The line between a helpful chatbot and a website liability sits in the "in-between" conversations. Basic FAQs about hours or pricing are trivial to automate. Complex integrations with legacy systems need a human. But most daily inquiries - the repetitive questions that drain support time without creating tickets - fall squarely in the middle. That's where chatbots either prove their value or fail spectacularly.

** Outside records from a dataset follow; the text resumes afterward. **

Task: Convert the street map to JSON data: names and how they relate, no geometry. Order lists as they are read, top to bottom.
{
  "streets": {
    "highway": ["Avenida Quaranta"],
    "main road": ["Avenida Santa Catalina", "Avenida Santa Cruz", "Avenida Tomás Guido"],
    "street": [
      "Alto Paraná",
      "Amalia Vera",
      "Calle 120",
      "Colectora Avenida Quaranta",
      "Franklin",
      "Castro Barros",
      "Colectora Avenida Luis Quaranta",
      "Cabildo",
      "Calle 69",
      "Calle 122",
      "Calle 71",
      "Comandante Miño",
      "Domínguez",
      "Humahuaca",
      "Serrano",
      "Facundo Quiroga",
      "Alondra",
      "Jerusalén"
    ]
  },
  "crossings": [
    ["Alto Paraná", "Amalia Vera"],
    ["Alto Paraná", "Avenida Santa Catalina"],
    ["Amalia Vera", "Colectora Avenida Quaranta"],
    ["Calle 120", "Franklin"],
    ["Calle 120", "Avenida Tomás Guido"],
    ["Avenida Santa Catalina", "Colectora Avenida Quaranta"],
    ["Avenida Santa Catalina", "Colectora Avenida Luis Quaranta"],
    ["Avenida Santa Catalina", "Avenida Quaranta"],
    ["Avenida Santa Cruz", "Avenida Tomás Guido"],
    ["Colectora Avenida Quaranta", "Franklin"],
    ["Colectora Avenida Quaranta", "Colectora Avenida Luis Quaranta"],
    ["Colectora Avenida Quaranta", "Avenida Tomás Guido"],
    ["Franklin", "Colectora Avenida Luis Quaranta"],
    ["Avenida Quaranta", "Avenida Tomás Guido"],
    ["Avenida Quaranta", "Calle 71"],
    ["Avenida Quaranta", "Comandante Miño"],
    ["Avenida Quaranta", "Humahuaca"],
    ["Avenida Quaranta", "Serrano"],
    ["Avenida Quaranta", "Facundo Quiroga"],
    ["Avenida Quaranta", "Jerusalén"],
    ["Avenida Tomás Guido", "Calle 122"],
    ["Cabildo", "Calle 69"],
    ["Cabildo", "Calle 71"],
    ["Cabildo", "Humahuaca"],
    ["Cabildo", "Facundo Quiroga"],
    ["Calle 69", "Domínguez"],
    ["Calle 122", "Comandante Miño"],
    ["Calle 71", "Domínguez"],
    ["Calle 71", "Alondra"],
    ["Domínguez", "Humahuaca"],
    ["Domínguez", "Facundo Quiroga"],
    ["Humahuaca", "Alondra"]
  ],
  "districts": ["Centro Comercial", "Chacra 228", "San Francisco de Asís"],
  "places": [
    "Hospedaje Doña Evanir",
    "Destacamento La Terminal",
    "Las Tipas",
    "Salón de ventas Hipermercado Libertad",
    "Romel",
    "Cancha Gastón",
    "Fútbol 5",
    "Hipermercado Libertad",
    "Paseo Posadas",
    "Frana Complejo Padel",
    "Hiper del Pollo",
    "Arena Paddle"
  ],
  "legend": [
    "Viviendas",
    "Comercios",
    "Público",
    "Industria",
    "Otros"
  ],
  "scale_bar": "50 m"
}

This guide covers five specific processes for building an AI chatbot for your website that handles those mid-tier conversations: selecting the right LLM beyond ChatGPT, designing conversation flows that don't frustrate users, connecting a knowledge base without triggering hallucinations, testing accuracy before launch, and deploying without disrupting the current site.

Three ways to build an AI chatbot

When building a conversational assistant for a website, there are three typical ways to implement it: no-code platforms, API integration, and fully custom development.

No-code platforms like Intercom, Drift, or Zapier enable creation of conversation flows in a drag-and-drop interface and easily connect a chatbot to a knowledge base. Intercom offers Essential, Advanced, and Expert plans with seat-based pricing, plus usage-based fees for AI resolutions. The chatbot tools in the automation platform Zapier make sense for simple Q&A's. However, multi-step conversations or CRM writes that go beyond the pre-built connectors are handled by no-code platforms very poorly. A bot won't be able to update a Salesforce opportunity in the middle of a conversation, for example, or route tickets based on custom account data. And then there's the usage-based pricing that compounds as traffic increases.

API integration: In terms of implementing conversational AI for a website, API integration of services such as OpenAI's API or Anthropic's Claude API is common. Conversational AI solutions that have been integrated into a website or web application usually are supported by a lightweight back end. Such a back end can consist of a serverless function or an HTTP webhook that is addressed by the chat UI. According to Anthropic's API pricing page (2026), Claude Haiku 4.5 costs $1 per million tokens for input and $5 per million tokens for output. Thus, conversational AI solutions are typically priced in "per million tokens" and therefore can be cost-efficient, particularly for large volumes of dialog. API chatbot implementations are usually supported by a few hundred to a few thousand lines of code. The major barrier to implementing an API-based chatbot is getting started and finding a fitting solution in due time.

Fully custom build - Train your own model or fine-tune a pre-trained model to build a conversational AI chatbot for a website. With a fully custom build, the chat interface and the backend of the chatbot can be created from scratch and hosted on your own servers. While this offers the greatest degree of control over the chatbot and its behavior, it requires significant technical expertise and the necessary infrastructure to host the chatbot. While a fully custom build can be implemented in a relatively small amount of code, the technical complexity is substantial.

Automating FAQ responses

For most teams, the way to get started with chatbots is to use a no-code chatbot platform (Intercom's Fin, Drift, Zapier Interfaces, Voiceflow). These platforms let teams set up a working chatbot in an afternoon. Implementation involves wiring up a script tag, creating conversation flows with a visual builder, and connecting a knowledge base (e.g. URL crawling, or doc uploads). Marketing can set up the whole deployment without ever having to talk to engineers.

With no-code platforms, teams rent simplicity. And as needs for more complex features (beyond basic automation) emerge, the tradeoff is steep.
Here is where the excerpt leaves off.